§ **Task to complete**:
Select from the data all lines with the word "down".

§ **Given records**:
──────────────────────────────
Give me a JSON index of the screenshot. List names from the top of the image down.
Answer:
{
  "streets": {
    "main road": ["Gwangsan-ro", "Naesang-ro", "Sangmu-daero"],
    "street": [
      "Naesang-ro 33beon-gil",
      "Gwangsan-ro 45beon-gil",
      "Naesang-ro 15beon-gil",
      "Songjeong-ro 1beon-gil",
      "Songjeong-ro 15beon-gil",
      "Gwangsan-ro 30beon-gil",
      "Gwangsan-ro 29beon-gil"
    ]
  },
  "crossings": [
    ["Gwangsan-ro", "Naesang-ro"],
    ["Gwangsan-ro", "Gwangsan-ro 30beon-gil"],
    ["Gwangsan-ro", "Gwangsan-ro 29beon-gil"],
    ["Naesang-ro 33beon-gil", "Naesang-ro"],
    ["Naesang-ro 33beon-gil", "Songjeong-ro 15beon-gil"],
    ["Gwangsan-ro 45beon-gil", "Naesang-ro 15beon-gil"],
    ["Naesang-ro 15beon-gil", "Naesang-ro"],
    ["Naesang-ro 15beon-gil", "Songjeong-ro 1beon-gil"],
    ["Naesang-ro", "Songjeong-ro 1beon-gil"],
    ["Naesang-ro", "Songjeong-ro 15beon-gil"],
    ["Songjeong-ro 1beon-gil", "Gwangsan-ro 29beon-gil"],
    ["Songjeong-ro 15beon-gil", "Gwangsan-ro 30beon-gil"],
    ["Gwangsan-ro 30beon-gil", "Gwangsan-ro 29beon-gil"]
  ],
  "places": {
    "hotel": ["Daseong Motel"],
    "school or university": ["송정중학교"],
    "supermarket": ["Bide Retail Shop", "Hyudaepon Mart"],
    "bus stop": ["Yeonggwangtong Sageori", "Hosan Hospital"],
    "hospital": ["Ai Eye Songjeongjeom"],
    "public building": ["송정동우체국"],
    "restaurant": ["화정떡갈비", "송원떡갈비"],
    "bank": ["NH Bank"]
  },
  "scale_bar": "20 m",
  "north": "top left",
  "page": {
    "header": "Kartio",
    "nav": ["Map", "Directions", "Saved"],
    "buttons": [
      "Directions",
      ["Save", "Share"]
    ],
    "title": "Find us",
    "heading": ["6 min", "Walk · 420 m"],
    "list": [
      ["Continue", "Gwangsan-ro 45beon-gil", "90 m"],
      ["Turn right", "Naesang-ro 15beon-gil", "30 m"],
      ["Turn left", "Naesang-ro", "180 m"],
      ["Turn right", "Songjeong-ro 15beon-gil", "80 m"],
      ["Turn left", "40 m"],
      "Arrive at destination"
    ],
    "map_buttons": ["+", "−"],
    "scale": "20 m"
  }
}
──────────────────────────────
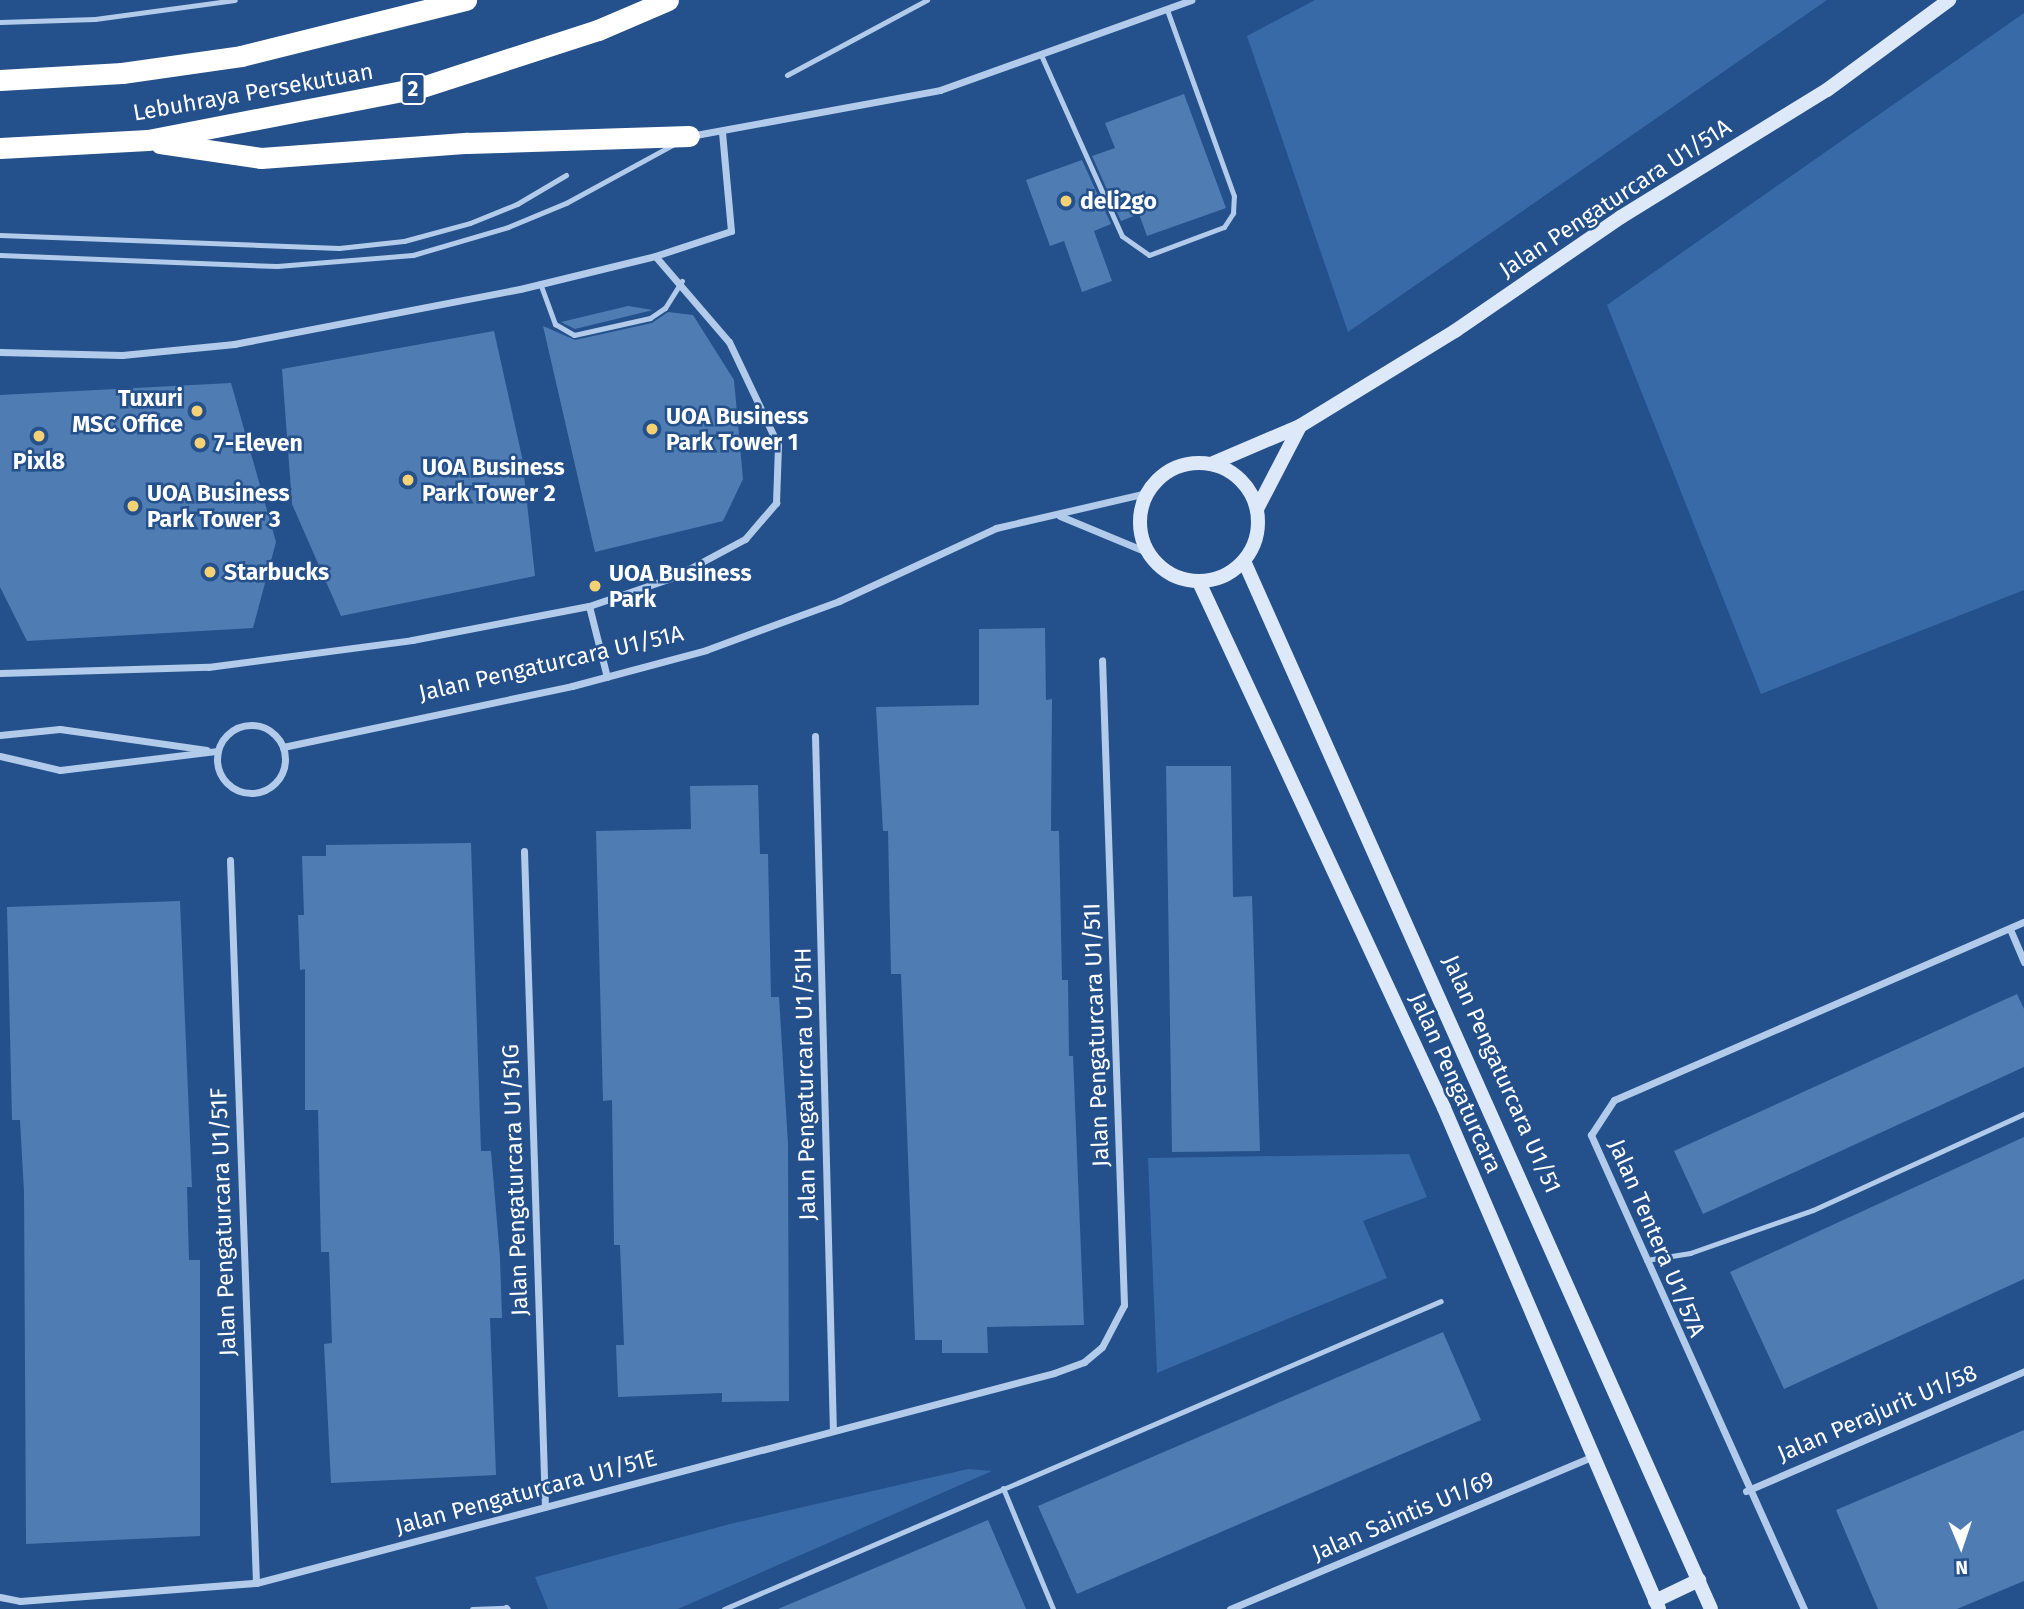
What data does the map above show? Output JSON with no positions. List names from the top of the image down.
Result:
──────────────────────────────
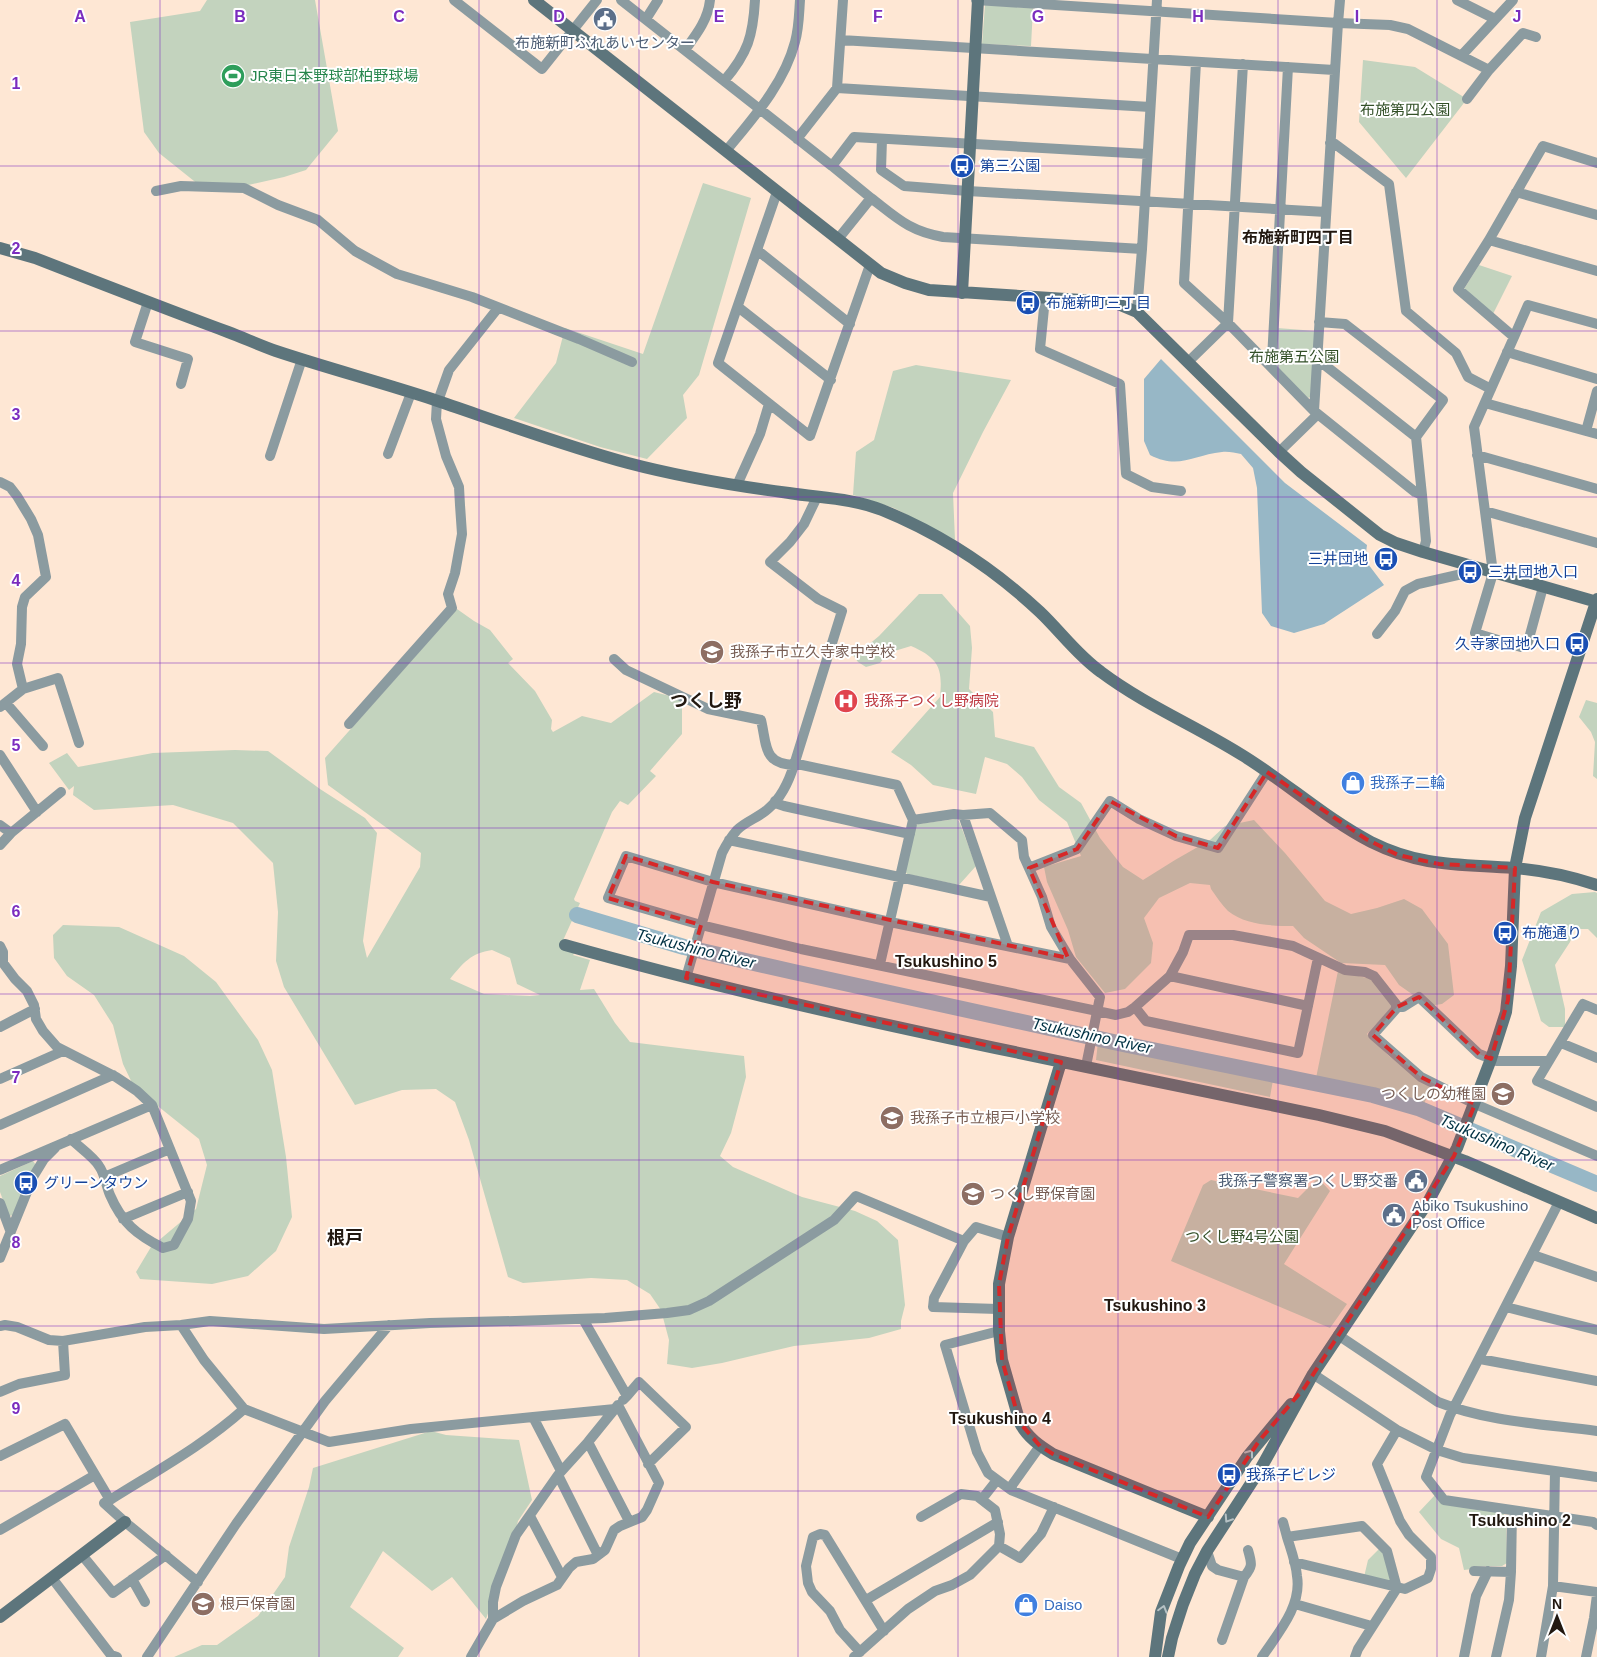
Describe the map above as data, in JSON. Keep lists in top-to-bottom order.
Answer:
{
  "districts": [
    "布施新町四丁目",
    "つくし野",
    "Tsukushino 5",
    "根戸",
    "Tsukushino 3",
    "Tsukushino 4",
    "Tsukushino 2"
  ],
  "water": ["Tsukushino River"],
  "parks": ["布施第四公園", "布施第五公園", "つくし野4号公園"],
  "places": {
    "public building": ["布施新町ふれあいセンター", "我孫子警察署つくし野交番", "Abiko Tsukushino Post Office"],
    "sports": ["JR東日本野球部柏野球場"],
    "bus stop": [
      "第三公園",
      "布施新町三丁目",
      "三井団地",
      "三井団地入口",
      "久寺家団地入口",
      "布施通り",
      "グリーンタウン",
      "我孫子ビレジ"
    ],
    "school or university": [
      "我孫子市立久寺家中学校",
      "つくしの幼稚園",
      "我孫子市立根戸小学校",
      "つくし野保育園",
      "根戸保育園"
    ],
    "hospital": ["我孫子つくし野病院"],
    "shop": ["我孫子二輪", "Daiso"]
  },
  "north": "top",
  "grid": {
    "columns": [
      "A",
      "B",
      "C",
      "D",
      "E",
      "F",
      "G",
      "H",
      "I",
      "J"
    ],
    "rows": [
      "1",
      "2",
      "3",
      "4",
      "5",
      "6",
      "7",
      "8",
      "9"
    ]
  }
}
──────────────────────────────
§ **Answer to this problem**:
Give me a JSON index of the screenshot. List names from the top of the image down.
What data does the map above show? Output JSON with no positions. List names from the top of the image down.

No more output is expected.